In the US, river cruising can involve a voyage down the Mississippi River on a historic paddleboat, meandering alongside glaciers in Alaska or heading down the Hudson River on ships that carry fewer than 150 passengers and move at a relaxed pace. Fewer fellow passengers mean shorter lines, while on-board historians and naturalists put travelers in touch with the surroundings with daily lectures on many river cruises. Shore excursions are included in the price as well. Another advantage: these smaller ships can reach places and ports that megaships can’t.
“River cruising in the US is a great way to see America up-close, stopping in the towns and cities that make this country unique,” says Cindy Anderson, manager and master cruise agent for USA River Cruises, a Vancouver, WA-based agency that saw a 32 percent increase in river-cruise bookings last year from the year before.
Anderson, who has traveled on hundreds of river cruises, said most offer on-board historians or naturalists who give daily lectures.
On river cruises, no dressing up is required and, unlike large ships, they include all meals, all soft drinks, wine with dinner and evening cocktail parties with drinks. Some also include complimentary in-port excursions to museums, historic venues and other points of interest, and the use of kayaks and inflatable boats for further exploration, such as on cruises in Alaska’s Inside Passage to viewglaciers and wildlife.

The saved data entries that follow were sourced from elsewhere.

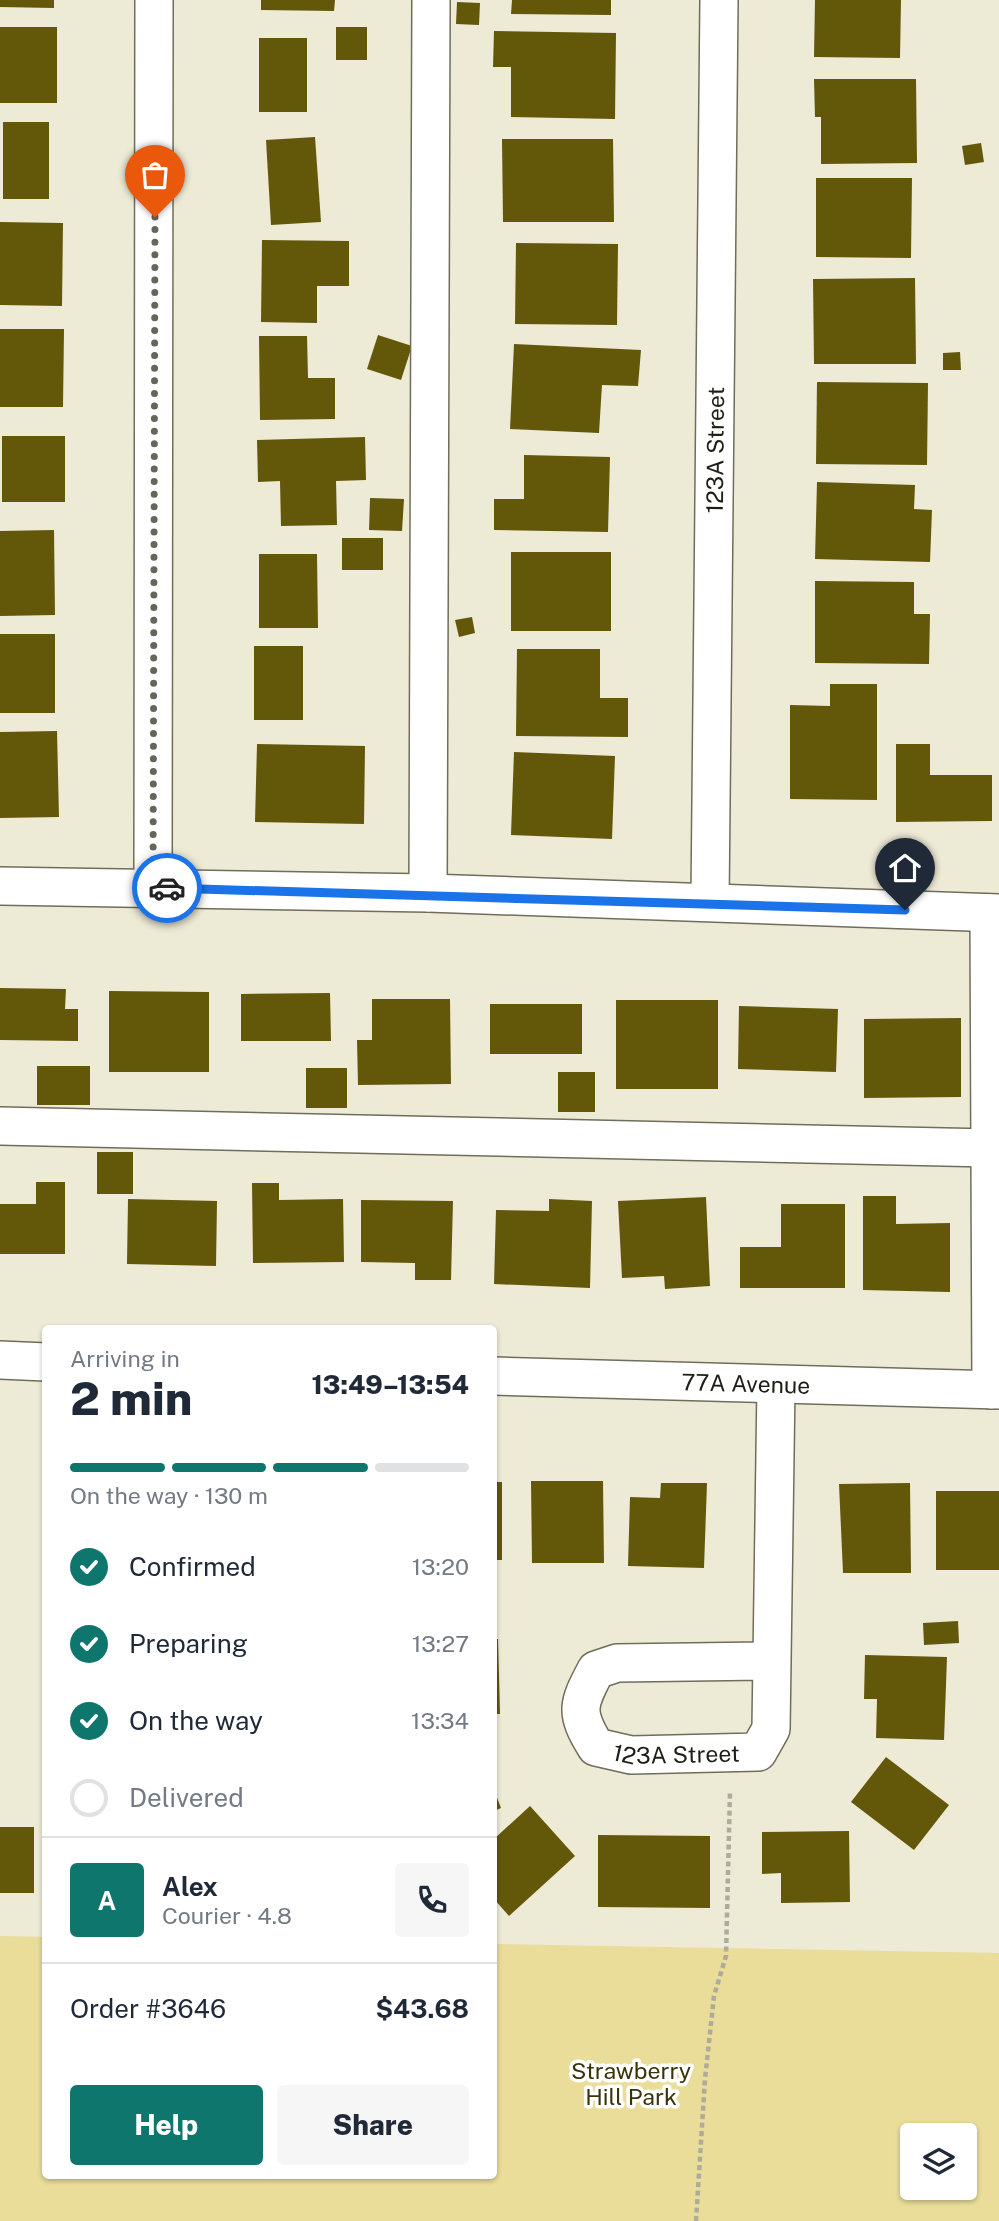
<!DOCTYPE html>
<meta charset="utf-8">
<style>
body{margin:0;font-family:"Public Sans",sans-serif;background:#f6f6f7;color:#1f2937;height:100vh;display:flex;flex-direction:column;font-size:26px;white-space:nowrap}
*{box-sizing:border-box;margin:0}
p{font-size:23px;color:#747a83}
.icon{flex:none;width:38px;height:38px;fill:none;stroke:currentColor;stroke-width:2;stroke-linecap:round;stroke-linejoin:round}
.map{position:relative;flex:1;overflow:hidden}
.panel{position:absolute;left:42px;top:1325px;width:455px;height:854px;display:flex;flex-direction:column;background:#fff;border-radius:7px;box-shadow:0 2px 5px #0004}
.panel>*{flex:none}
.controls{position:absolute;left:900px;top:2123px;display:grid;gap:14px}
.controls a{display:grid;place-items:center;width:77px;height:77px;border-radius:7px;background:#fff;box-shadow:0 2px 5px #0004;font-size:35px}
.pin{position:absolute;display:grid;place-items:center;width:60px;height:60px;color:#fff;margin:-72px -30px;border-radius:50% 50% 50% 0;rotate:-45deg;box-shadow:0 0 7px #0007}
.pin .icon{rotate:45deg}
.courier{position:absolute;display:grid;place-items:center;width:70px;height:70px;margin:-35px;border:5px solid #1a73e8;border-radius:50%;background:#fff;color:#222;box-shadow:0 2px 9px #0007}
.overview em{font-style:normal;font-weight:800}
.overview div{display:flex;flex-direction:column-reverse}
.overview{display:flex;align-items:center;justify-content:space-between;height:119px;padding:0 28px}
h1{font-size:46px;font-weight:800;line-height:52px}
.bar{display:grid;grid-template-columns:repeat(4,1fr);gap:10px 7px;align-content:center;height:84px;padding:0 28px}
.bar i{height:9px;border-radius:5px;background:#e0e1e3}
.bar .on{background:#0f766e}
.bar p{grid-column:span 4}
.line{display:flex;align-items:center;gap:18px;padding:0 28px;border-top:2px solid #e0e1e3}
.line div{flex:1}
.round{display:grid;place-items:center;flex:none;width:74px;height:74px;border-radius:7px;background:#f6f6f7}
ol{padding:0 28px;list-style:none}
li{display:flex;align-items:center;gap:21px;height:77px}
li p{margin-inline-start:auto}
li .icon{padding:7px;border-radius:50%;background:#0f766e;color:#fff;stroke-width:4}
li:last-child{color:#747a83}
li i{width:38px;height:38px;border:4px solid #e0e1e3;border-radius:50%}
.cta{display:flex;gap:14px;margin-top:auto;padding:14px 28px}
.cta a{flex:1;height:80px;border-radius:7px;background:#0f766e;color:#fff;font-size:28px;font-weight:800;line-height:80px;text-align:center}
.cta a+a{background:#f6f6f7;color:#1f2937}
.map>svg:first-child{display:block}
</style>
<div class="map">
<svg width="999" height="2221" viewBox="0 0 999 2221">
<rect width="100%" height="100%" fill="#edead6"/>
<path fill="#e9dd99" fill-rule="evenodd" d="M0,1936L45,1937L46,2175H494V1944L999,1953V2221H0ZM912,2135H964V2188H912Z"/>
<g fill="#63570a">
<path d="M0,0H54V8L0,7Z"/>
<path d="M261,0H335L334,11L261,10Z"/>
<path d="M512,0H611V15L511,14Z"/>
<path d="M815,0H901L900,58L814,57Z"/>
<path d="M457,2L480,3L479,25L456,24Z"/>
<rect x="0" y="27" width="57" height="76"/>
<rect x="336" y="27" width="31" height="33"/>
<path d="M494,31L616,33L615,119L511,117V67H493Z"/>
<rect x="259" y="38" width="48" height="74"/>
<path d="M814,79H916L917,163L821,164V117H815Z"/>
<rect x="3" y="122" width="46" height="77"/>
<path d="M315,137L321,222L271,225L266,140Z"/>
<path d="M502,139H613L614,222H503Z"/>
<path d="M981,143L984,162L965,165L962,146Z"/>
<path d="M816,178H912L911,258L816,257Z"/>
<path d="M0,222L63,223L62,306L0,305Z"/>
<path d="M262,240L349,241V286H317V323L261,322Z"/>
<path d="M516,243L618,244L617,325L515,324Z"/>
<path d="M915,278L916,364H814L813,279Z"/>
<path d="M0,329H64L63,407H0Z"/>
<path d="M378,335L412,346L401,380L367,369Z"/>
<path d="M259,336H307L308,378H335V419L260,420Z"/>
<path d="M514,344L641,350L638,386L602,385L599,433L510,429Z"/>
<path d="M960,352L961,370H943V353Z"/>
<path d="M817,382L928,383L927,465L816,464Z"/>
<rect x="2" y="436" width="63" height="66"/>
<path d="M365,437L366,480L336,481L337,525L281,526L280,481L258,482L257,440Z"/>
<path d="M524,455L610,457L608,532L494,530V499H524Z"/>
<path d="M817,482L915,485L914,509L932,510L930,562L815,559Z"/>
<path d="M370,498L404,499L402,531L369,530Z"/>
<path d="M54,530L55,615L0,616V531Z"/>
<rect x="342" y="538" width="41" height="32"/>
<rect x="511" y="552" width="100" height="79"/>
<path d="M259,554H317L318,628H259Z"/>
<path d="M815,581L914,582V614H930L929,664L815,663Z"/>
<path d="M472,617L475,633L459,637L455,620Z"/>
<rect x="0" y="634" width="55" height="79"/>
<rect x="254" y="646" width="49" height="74"/>
<path d="M517,649H600V698H628V737L516,736Z"/>
<path d="M830,684H877V800L790,799V705L830,706Z"/>
<path d="M57,731L59,817L0,818V732Z"/>
<path d="M257,744L365,746L364,824L255,822Z"/>
<path d="M896,744H930V775H992V821L896,822Z"/>
<path d="M514,752L615,756L612,839L511,835Z"/>
<path d="M0,988L66,989L65,1009H78V1041L0,1040Z"/>
<path d="M109,991L209,992V1072H109Z"/>
<path d="M330,993L331,1041H241V994Z"/>
<path d="M372,999H450L451,1084L358,1085L357,1040H372Z"/>
<rect x="616" y="1000" width="102" height="89"/>
<rect x="490" y="1004" width="92" height="50"/>
<path d="M739,1006L838,1009L836,1072L738,1069Z"/>
<path d="M961,1018V1097L864,1098V1019Z"/>
<rect x="37" y="1066" width="53" height="39"/>
<rect x="306" y="1068" width="41" height="40"/>
<rect x="558" y="1072" width="37" height="40"/>
<rect x="97" y="1152" width="36" height="42"/>
<path d="M36,1182H65V1254H0V1204H36Z"/>
<path d="M252,1183H279V1200L343,1199L344,1262L253,1263Z"/>
<path d="M863,1196H896V1224L950,1223V1292L863,1290Z"/>
<path d="M706,1197L710,1286L665,1289L664,1276L622,1278L618,1201Z"/>
<path d="M128,1199L217,1201L216,1266L127,1264Z"/>
<path d="M549,1199L592,1201L590,1288L494,1284L496,1210L549,1211Z"/>
<path d="M361,1200L453,1201L451,1280H415V1263L361,1262Z"/>
<path d="M781,1204H845V1288H740V1247H781Z"/>
<path d="M531,1481H603L604,1563H532Z"/>
<rect x="494" y="1482" width="8" height="78"/>
<path d="M661,1483H707L704,1568L628,1566L630,1497L660,1498Z"/>
<path d="M910,1483L911,1573H843L839,1484Z"/>
<rect x="936" y="1491" width="63" height="79"/>
<path d="M958,1621L959,1643L924,1645L923,1623Z"/>
<path d="M494,1639H498L500,1714H494Z"/>
<path d="M865,1655L947,1657L944,1740L876,1738L877,1699H864Z"/>
<path d="M886,1757L949,1805L914,1850L851,1802Z"/>
<path d="M494,1790L501,1808L494,1811Z"/>
<path d="M530,1806L575,1856L509,1916L494,1899V1839Z"/>
<rect x="0" y="1827" width="34" height="66"/>
<path d="M849,1831L850,1902L781,1903V1873L762,1874V1832Z"/>
<path d="M598,1835L710,1836V1908L598,1907Z"/>
</g>
<g fill="none" stroke-linecap="round" stroke-linejoin="round">
<defs>
<g id="minor">
<path d="M0,886L428,893L999,913"/>
<path d="M153,888L154,0"/>
<path d="M428,893L431,0"/>
<path id="s1" d="M710,902L719,0"/>
<path d="M989,913L991,1390"/>
<path d="M0,1126L990,1148"/>
<path d="M0,1360L46,1362"/>
<path id="s2" d="M494,1376L999,1390"/>
<path id="s3" d="M771,1661L617,1663L596,1670C578,1704 574,1712 596,1747L631,1755L758,1752L771,1729L776,1385"/>
</g>
</defs>
<use href="#minor" stroke="#706d5b" stroke-width="40"/>
<path stroke="#adab9b" stroke-width="4.5" stroke-dasharray="5 3.5" stroke-linecap="butt" d="M696,2221L705,2079L714,1996L726,1956L730,1791"/>
<use href="#minor" stroke="#fff" stroke-width="37"/>
</g>
<g fill="none" stroke-linecap="round" stroke-linejoin="round">
<path stroke="#666559" stroke-width="7" stroke-dasharray="0 12.6" d="M155,217L153,888H167"/>
<path stroke="#1a73e8" stroke-width="9" d="M167,888L905,910"/>
</g>
<g text-anchor="middle" dominant-baseline="central" stroke-width="7" stroke-linejoin="round" paint-order="stroke">
<g font-size="23" fill="#1e1d16" stroke="#fff">
<text stroke="none"><textPath href="#s1" startOffset="452">123A Street</textPath></text>
<text stroke="none"><textPath href="#s2" startOffset="252">77A Avenue</textPath></text>
<text stroke="none"><textPath href="#s3" startOffset="341">123A Street</textPath></text>
</g>
<g font-size="23" fill="#39330a" stroke="#fff">
<text x="631" y="2070">Strawberry<tspan x="631" dy="26">Hill Park</tspan></text>
</g>
</g>
</svg>
<div class="controls">
<a><svg class="icon" aria-label="layers" viewBox="0 0 24 24"><path d="M12 4l9 5-9 5-9-5zM3 14l9 5 9-5"/></svg></a>
</div>
<div class="pin" style="left:155px;top:217px;background:#ea580c"><svg class="icon" aria-label="bag" viewBox="0 0 24 24"><path d="M5 8h14l-1 12H6zM9 8a3 3 0 0 1 6 0"/></svg></div>
<div class="pin" style="left:905px;top:910px;background:#1f2937"><svg class="icon" aria-label="home" viewBox="0 0 24 24"><path d="M3 11l9-7 9 7M6 9v11h12V9"/></svg></div>
<div class="courier" style="left:167px;top:888px"><svg class="icon" aria-label="car" viewBox="0 0 24 24"><path d="M5 17H2v-5l4-1 3-4h7l3 4 3 1v5h-3M9 17h6M6 11h13"/><circle cx="7" cy="17" r="2"/><circle cx="17" cy="17" r="2"/></svg></div>
<section class="panel">
<div class="overview"><div><h1>2 min</h1><p>Arriving in</p></div><em>13:49–13:54</em></div>
<div class="bar"><i class="on"></i><i class="on"></i><i class="on"></i><i></i><p>On the way · 130 m</p></div>
<ol>
<li><svg class="icon" aria-label="check" viewBox="0 0 24 24"><path d="M5 12l5 5 9-10"/></svg>Confirmed<p>13:20</p></li>
<li><svg class="icon" aria-label="check" viewBox="0 0 24 24"><path d="M5 12l5 5 9-10"/></svg>Preparing<p>13:27</p></li>
<li><svg class="icon" aria-label="check" viewBox="0 0 24 24"><path d="M5 12l5 5 9-10"/></svg>On the way<p>13:34</p></li>
<li><i></i>Delivered</li>
</ol>
<div class="line" style="height:126px"><b class="round" style="background:#0f766e;color:#fff">A</b><div><b>Alex</b><p>Courier · 4.8</p></div><a class="round"><svg class="icon" aria-label="phone" viewBox="0 0 24 24"><path d="M5 4h4l2 5-3 2q2 4 5 5l2-3 5 2v4C11 20 4 13 5 4z"/></svg></a></div>
<div class="line" style="height:91px"><div>Order #3646</div><b>$43.68</b></div>
<div class="cta"><a>Help</a><a>Share</a></div>
</section>
</div>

The senior/retired group is the number one market for river cruising, while interest among couples and groups appears to be growing, according to a survey of travel agents conducted in 2010 by the Cruise Lines International Association. Its member agents reported that travelers were attracted to river cruises because they sailed to unique destinations, offered the chance to have authentic small-town experiences, included sightseeing programs in the rates and delivered a relaxed shipboard style. The most popular itineraries within the US include Alaska’s Inside Passage, the Chesapeake Bay, the Columbia/Snake River and the Hudson River.